> Task to carry out: Would you please return every line from the listing that contains the word "rows"?

> Information given:
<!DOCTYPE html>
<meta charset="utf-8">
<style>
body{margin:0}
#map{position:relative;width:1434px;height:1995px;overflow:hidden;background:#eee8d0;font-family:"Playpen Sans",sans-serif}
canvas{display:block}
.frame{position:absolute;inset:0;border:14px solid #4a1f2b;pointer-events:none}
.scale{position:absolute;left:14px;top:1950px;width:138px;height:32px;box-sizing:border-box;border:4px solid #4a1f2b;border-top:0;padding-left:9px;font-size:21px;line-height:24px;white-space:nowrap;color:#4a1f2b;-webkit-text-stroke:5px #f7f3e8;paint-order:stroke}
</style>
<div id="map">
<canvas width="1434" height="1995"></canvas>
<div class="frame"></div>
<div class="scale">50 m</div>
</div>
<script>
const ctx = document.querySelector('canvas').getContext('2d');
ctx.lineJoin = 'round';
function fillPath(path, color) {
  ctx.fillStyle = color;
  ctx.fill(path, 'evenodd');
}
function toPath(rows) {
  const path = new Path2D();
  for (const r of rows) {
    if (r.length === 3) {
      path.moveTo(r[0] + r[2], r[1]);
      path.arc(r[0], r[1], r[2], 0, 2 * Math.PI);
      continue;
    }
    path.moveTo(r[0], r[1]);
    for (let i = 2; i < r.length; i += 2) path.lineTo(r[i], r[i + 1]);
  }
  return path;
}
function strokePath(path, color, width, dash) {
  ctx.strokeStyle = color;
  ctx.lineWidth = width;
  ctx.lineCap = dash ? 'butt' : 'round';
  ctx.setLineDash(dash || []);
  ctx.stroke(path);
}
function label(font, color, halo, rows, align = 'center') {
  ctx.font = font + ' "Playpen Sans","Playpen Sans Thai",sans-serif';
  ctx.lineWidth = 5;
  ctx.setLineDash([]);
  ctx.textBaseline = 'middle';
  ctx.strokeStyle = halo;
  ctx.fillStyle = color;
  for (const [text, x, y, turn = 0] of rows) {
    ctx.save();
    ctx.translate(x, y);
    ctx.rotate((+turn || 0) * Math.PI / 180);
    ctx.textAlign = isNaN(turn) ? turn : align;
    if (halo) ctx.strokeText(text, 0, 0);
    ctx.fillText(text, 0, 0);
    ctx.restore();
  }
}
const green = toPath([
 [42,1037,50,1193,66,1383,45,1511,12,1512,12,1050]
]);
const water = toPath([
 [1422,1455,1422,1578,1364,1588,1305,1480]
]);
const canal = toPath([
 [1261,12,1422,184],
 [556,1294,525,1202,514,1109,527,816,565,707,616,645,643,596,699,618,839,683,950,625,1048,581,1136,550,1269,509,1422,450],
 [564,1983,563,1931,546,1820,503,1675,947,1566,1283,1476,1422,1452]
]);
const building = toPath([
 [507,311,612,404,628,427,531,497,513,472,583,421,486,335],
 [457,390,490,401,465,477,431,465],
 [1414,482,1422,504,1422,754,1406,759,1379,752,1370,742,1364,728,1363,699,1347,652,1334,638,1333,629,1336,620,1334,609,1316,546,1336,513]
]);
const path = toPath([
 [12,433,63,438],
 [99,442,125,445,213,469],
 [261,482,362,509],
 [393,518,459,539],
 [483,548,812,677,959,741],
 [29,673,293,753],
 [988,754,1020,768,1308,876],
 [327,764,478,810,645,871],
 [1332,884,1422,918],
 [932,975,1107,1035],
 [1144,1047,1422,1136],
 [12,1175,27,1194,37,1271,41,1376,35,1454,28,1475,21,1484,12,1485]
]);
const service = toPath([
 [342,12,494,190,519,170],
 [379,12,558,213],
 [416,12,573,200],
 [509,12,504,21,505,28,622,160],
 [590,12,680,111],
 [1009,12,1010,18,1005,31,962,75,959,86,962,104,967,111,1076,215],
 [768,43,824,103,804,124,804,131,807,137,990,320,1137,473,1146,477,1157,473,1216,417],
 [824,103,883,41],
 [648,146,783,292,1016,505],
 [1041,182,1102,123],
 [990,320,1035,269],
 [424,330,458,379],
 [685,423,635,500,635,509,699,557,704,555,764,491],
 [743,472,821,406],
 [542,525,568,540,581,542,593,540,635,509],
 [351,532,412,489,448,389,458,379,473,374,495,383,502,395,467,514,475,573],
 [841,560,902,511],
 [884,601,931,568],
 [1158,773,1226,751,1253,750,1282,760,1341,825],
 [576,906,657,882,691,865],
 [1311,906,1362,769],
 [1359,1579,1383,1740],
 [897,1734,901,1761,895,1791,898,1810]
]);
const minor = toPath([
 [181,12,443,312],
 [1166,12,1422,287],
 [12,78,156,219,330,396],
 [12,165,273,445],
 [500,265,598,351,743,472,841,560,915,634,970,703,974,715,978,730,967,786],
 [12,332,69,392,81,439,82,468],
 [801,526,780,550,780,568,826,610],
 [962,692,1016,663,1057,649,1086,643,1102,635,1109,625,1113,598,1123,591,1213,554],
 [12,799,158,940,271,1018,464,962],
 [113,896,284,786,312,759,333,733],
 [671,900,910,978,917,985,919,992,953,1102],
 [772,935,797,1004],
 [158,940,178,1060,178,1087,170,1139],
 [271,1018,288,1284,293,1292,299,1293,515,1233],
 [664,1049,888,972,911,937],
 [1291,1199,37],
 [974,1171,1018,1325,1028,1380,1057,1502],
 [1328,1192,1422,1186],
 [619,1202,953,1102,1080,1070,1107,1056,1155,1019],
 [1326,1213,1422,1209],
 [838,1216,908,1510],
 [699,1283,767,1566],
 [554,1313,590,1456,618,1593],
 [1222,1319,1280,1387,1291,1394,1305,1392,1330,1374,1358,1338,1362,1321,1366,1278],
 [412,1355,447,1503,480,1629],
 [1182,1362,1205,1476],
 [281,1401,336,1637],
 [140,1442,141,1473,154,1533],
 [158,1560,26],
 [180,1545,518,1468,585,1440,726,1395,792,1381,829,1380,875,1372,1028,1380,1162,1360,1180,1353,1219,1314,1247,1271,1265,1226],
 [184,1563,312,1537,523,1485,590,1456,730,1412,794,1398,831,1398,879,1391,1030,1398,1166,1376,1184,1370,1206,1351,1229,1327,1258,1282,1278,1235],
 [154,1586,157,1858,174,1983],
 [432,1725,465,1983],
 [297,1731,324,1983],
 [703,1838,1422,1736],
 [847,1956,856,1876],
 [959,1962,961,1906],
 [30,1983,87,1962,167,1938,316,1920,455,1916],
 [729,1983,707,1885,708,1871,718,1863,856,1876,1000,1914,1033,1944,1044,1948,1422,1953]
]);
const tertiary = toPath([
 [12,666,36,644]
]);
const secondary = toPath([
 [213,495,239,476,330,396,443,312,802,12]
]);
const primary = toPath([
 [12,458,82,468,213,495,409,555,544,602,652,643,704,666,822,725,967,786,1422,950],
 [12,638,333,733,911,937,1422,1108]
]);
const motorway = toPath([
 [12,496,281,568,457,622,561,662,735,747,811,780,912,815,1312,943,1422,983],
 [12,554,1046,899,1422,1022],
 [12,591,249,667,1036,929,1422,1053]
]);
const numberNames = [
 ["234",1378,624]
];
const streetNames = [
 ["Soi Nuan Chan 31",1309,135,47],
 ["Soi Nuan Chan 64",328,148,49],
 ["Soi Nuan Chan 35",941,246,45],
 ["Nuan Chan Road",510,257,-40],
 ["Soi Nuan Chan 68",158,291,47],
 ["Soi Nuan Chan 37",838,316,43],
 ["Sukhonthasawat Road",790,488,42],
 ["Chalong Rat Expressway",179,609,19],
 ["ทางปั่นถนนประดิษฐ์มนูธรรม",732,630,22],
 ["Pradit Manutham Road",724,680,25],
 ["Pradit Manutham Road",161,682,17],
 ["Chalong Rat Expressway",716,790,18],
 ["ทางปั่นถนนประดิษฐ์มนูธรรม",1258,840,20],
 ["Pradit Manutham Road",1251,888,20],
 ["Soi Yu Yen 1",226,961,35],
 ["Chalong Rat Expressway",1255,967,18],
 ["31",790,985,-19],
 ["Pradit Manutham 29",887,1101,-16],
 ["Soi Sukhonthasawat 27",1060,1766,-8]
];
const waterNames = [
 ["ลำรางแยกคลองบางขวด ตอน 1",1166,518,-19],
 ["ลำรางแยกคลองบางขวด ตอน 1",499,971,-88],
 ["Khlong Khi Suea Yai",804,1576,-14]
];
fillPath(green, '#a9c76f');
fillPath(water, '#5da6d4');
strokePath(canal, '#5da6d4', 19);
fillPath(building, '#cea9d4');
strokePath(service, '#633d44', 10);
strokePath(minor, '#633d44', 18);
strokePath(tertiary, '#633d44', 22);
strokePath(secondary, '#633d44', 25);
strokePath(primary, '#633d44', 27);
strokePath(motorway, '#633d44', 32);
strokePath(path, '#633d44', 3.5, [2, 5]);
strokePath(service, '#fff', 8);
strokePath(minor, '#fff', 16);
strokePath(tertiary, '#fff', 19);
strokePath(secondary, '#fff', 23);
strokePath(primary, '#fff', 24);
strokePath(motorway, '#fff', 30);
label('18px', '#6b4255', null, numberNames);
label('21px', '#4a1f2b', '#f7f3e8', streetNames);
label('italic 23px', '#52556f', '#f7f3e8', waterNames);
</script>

> Task result:
function toPath(rows) {
  for (const r of rows) {
function label(font, color, halo, rows, align = 'center') {
  for (const [text, x, y, turn = 0] of rows) {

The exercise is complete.